Task to carry out: Take each line in the entries below that holds "without" and show it.

(Beginning of Listed entries)

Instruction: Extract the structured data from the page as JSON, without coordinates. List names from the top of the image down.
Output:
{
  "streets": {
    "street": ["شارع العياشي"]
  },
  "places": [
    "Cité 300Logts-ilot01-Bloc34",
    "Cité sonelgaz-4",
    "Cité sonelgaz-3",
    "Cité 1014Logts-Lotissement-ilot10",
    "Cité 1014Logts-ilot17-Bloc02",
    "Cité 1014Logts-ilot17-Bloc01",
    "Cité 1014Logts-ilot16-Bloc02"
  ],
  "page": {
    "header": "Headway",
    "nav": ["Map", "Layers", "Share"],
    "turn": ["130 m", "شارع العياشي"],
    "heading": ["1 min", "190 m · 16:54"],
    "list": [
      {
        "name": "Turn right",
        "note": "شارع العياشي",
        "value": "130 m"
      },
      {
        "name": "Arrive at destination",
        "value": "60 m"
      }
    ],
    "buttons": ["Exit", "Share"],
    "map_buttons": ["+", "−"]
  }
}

(End of Listed entries)
(Beginning of Listed entries)

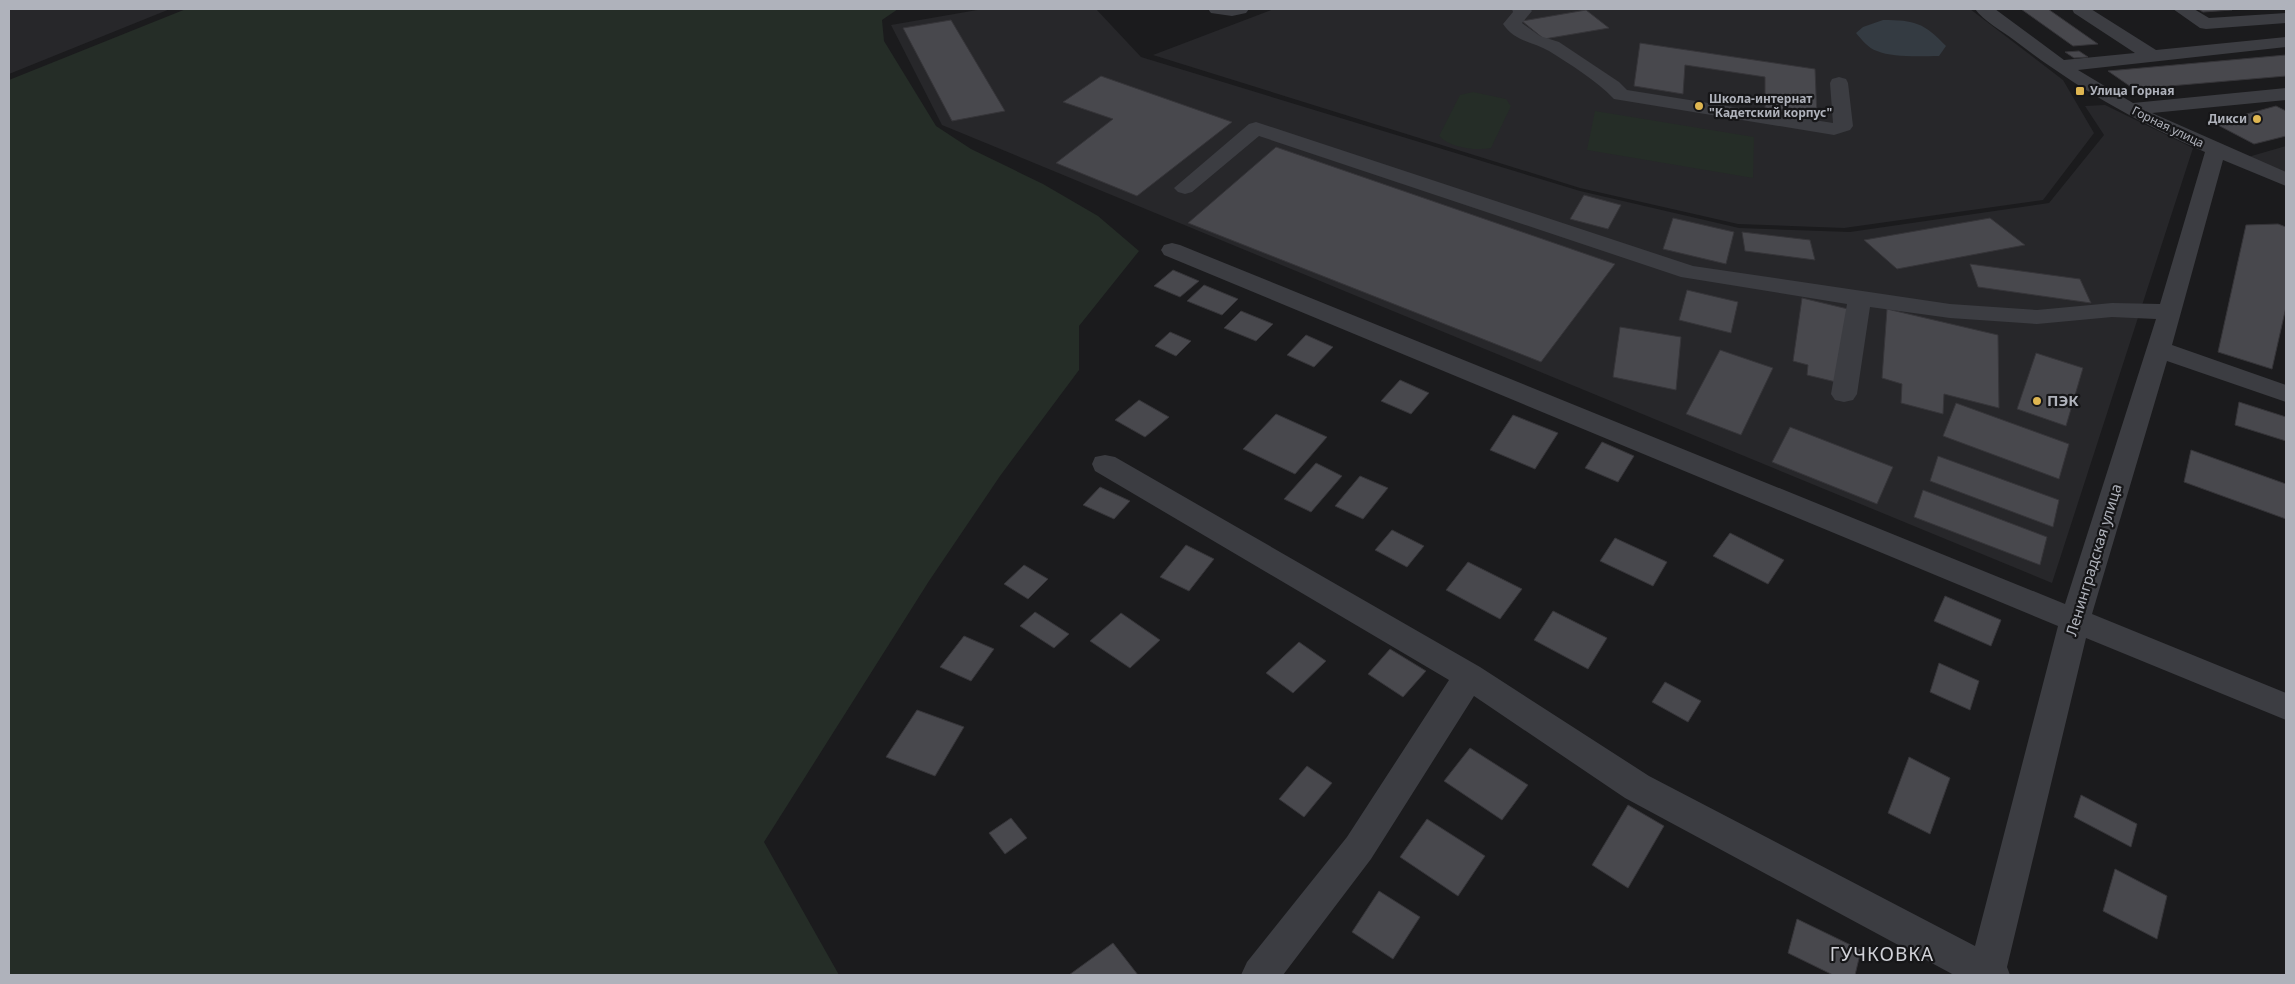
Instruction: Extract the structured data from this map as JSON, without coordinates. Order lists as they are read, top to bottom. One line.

(End of Listed entries)

Exercise output:
Instruction: Extract the structured data from the page as JSON, without coordinates. List names from the top of the image down.
Instruction: Extract the structured data from this map as JSON, without coordinates. Order lists as they are read, top to bottom. One line.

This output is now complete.